── Given entries ──

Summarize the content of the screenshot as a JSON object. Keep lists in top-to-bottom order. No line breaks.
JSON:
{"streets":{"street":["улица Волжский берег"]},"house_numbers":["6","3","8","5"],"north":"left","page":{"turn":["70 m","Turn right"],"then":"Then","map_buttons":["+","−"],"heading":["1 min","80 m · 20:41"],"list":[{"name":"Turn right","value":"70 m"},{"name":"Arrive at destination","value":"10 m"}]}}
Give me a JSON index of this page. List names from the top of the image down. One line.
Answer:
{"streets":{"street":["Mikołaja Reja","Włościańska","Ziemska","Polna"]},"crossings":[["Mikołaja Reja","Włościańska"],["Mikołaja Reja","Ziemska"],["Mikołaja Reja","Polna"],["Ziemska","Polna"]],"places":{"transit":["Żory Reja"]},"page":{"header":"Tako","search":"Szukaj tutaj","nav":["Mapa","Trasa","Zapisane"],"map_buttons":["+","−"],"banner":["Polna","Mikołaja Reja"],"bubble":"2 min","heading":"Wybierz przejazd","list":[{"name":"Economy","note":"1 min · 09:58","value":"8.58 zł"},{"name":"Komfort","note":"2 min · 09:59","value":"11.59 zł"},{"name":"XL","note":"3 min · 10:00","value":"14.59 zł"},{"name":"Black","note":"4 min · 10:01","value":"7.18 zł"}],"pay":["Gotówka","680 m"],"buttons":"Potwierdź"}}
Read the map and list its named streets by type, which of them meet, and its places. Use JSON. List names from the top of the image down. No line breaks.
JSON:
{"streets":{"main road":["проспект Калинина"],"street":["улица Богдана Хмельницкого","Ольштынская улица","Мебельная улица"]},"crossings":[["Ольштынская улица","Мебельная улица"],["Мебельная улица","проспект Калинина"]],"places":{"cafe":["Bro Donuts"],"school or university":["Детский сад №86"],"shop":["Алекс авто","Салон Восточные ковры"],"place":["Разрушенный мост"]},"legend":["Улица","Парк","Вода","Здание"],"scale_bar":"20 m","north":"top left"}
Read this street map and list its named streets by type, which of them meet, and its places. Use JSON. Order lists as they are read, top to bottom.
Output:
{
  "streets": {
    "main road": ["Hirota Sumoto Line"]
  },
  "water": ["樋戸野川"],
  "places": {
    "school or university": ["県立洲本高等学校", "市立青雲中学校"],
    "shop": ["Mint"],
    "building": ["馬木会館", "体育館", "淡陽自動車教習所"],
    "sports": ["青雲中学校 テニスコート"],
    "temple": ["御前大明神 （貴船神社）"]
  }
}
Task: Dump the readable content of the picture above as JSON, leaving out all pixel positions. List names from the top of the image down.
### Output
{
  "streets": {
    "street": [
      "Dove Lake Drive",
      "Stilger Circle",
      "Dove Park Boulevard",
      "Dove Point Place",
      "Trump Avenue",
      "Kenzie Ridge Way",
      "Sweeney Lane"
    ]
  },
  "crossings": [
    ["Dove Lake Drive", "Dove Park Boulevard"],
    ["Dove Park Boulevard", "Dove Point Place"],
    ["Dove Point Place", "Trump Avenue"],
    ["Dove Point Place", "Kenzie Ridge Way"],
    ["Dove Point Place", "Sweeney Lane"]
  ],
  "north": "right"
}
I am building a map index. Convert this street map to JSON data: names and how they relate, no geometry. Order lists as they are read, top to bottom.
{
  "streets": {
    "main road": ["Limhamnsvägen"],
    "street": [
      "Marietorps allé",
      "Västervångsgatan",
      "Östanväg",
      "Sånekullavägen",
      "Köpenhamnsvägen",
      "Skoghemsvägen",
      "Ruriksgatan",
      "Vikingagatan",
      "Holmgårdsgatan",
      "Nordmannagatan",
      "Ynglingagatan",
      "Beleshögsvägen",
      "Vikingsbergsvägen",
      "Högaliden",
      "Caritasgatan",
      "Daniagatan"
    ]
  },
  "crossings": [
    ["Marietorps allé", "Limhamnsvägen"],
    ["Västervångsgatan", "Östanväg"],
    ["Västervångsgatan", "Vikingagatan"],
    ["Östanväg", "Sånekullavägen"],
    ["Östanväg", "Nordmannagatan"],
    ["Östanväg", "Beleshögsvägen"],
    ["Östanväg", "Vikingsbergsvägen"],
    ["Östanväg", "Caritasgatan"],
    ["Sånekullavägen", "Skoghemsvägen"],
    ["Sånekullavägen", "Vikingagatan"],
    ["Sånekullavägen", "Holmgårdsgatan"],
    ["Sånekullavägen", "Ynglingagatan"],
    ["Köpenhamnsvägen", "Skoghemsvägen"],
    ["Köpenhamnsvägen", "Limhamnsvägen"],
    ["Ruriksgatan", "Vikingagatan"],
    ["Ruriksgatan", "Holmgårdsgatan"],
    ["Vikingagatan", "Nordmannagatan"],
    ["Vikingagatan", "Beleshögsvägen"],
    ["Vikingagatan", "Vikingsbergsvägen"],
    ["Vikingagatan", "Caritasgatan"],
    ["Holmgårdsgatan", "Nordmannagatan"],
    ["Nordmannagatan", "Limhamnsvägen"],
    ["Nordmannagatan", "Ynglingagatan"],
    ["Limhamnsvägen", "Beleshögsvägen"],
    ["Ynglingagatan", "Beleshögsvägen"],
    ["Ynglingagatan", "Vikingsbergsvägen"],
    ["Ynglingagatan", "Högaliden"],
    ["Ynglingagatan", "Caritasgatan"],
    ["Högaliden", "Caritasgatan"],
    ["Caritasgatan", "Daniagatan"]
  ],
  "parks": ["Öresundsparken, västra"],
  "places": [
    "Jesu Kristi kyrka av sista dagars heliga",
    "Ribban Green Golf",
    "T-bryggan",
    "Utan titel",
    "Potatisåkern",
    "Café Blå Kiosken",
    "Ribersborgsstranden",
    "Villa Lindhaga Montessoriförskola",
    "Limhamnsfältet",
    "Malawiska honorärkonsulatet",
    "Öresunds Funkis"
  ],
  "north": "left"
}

───

§ **Your goal**
Look through the entries above, and wherever a line holds the string "type", copy it.

§ **Problem solution**
Read the map and list its named streets by type, which of them meet, and its places. Use JSON. List names from the top of the image down. No line breaks.
Read this street map and list its named streets by type, which of them meet, and its places. Use JSON. Order lists as they are read, top to bottom.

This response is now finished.